• **PROBLEM REQUIREMENTS**
The answer is the set of lines that include "Graham", copied from the data below.

• **SUPPLIED RECORDS**

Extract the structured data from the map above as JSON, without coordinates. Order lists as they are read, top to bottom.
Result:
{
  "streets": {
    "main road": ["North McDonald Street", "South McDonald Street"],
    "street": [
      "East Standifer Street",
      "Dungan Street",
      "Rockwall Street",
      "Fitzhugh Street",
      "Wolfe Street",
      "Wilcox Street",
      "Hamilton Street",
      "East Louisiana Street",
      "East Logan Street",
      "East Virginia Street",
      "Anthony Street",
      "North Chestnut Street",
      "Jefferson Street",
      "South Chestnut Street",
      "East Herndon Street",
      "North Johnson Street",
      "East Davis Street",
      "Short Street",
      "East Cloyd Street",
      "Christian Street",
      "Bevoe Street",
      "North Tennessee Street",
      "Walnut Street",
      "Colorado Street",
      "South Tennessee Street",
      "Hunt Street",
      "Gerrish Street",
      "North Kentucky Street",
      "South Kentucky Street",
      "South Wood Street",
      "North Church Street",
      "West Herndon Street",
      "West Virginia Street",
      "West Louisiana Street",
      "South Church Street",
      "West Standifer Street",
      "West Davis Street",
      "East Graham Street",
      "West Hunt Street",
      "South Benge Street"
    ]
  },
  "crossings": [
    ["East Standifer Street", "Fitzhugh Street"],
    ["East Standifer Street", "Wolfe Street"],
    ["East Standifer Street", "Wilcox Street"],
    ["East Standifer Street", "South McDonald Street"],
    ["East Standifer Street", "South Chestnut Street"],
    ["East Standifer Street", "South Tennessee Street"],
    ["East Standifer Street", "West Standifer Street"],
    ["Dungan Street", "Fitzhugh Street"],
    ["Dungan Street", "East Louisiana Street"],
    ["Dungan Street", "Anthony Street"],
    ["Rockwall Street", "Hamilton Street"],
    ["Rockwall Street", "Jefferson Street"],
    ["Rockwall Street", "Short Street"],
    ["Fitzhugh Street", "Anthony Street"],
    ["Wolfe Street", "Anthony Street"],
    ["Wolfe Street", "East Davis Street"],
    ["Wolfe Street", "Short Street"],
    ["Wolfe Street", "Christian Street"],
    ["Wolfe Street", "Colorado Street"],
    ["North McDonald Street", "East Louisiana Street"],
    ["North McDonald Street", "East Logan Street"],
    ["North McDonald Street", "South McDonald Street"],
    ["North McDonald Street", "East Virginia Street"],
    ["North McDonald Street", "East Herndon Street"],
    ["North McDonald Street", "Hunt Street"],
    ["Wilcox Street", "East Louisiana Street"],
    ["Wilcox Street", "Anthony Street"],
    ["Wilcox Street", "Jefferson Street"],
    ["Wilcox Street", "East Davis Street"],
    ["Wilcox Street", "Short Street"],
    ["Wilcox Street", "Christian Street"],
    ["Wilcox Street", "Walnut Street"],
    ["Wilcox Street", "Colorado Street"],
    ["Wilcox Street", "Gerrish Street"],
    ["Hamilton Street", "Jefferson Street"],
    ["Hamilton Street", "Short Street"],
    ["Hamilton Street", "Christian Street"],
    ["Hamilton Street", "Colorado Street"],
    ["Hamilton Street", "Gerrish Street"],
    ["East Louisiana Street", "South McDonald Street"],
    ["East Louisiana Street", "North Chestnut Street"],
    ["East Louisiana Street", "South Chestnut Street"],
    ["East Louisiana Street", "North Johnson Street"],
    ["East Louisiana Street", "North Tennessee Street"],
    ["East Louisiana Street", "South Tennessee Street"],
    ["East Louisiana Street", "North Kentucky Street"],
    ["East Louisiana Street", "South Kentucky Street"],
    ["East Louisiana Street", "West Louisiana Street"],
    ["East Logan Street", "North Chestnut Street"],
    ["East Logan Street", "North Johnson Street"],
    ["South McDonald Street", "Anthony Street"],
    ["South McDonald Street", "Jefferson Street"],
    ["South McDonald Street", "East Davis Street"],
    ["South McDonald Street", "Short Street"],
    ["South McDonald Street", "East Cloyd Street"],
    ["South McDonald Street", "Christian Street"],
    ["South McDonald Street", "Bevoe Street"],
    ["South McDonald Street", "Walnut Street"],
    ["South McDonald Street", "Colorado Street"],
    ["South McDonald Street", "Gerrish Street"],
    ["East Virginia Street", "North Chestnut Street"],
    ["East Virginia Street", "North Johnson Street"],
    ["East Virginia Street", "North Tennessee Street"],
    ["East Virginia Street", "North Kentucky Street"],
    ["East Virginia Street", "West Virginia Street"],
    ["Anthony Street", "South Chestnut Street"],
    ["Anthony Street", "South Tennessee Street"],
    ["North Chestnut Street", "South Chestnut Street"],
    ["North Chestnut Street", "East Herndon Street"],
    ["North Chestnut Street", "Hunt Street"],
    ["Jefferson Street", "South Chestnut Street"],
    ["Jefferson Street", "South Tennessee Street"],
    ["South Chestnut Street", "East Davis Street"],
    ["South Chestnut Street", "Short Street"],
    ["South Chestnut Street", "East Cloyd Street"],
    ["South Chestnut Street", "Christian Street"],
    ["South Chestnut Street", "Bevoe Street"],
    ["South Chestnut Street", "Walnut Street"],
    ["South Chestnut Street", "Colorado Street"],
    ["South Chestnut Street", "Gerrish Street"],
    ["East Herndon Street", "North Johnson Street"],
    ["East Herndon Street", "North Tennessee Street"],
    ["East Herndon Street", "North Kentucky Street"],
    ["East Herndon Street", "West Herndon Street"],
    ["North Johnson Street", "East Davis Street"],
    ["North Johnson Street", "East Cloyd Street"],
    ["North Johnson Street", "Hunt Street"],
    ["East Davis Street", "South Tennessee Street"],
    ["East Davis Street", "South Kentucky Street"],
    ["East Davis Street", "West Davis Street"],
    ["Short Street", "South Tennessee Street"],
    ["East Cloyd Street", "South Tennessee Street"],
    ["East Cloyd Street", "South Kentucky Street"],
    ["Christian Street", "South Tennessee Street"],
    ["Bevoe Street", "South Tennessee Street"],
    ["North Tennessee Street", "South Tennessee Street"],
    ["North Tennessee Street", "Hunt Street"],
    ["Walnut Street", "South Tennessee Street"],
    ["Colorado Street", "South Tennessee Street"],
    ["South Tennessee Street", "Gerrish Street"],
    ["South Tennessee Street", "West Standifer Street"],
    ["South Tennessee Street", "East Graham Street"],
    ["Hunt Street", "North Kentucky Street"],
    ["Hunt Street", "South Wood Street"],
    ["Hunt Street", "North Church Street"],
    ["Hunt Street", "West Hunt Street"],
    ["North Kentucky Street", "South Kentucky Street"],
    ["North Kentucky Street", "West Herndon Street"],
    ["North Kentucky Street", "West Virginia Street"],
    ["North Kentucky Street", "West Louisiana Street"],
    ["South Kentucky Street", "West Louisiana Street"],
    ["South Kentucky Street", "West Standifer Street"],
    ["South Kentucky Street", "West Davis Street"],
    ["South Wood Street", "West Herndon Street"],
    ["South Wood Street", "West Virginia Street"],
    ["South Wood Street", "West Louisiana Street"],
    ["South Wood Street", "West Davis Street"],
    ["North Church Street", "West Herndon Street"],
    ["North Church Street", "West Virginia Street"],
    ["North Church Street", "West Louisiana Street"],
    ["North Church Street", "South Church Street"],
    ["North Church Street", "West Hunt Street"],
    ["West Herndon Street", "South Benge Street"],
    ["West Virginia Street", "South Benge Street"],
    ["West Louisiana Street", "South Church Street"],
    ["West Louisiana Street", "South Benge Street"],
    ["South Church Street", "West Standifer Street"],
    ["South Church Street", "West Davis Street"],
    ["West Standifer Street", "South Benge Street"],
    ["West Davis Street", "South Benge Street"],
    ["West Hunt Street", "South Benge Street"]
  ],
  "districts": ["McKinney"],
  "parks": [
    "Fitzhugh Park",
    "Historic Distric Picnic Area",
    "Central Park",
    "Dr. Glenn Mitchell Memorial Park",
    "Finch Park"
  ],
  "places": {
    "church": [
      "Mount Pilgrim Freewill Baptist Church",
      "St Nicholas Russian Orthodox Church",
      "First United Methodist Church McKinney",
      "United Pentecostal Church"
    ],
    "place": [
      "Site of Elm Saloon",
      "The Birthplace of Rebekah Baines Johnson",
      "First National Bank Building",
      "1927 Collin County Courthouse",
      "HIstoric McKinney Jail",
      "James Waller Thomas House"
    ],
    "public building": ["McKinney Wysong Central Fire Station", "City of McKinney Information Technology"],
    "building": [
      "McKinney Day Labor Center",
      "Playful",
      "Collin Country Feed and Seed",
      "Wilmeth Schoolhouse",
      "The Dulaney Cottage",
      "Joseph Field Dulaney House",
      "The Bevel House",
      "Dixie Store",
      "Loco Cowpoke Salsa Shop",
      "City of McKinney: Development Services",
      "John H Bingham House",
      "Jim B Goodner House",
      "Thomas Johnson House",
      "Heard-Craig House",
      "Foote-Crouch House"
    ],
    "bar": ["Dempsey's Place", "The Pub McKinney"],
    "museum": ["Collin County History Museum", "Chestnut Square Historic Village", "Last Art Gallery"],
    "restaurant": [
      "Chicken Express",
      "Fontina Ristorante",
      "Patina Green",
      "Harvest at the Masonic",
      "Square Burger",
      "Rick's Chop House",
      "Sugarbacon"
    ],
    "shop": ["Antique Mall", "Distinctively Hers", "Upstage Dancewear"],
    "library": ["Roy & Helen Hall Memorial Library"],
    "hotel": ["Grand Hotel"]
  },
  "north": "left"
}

• **SOLVED EXERCISE**
      "East Graham Street",
    ["South Tennessee Street", "East Graham Street"],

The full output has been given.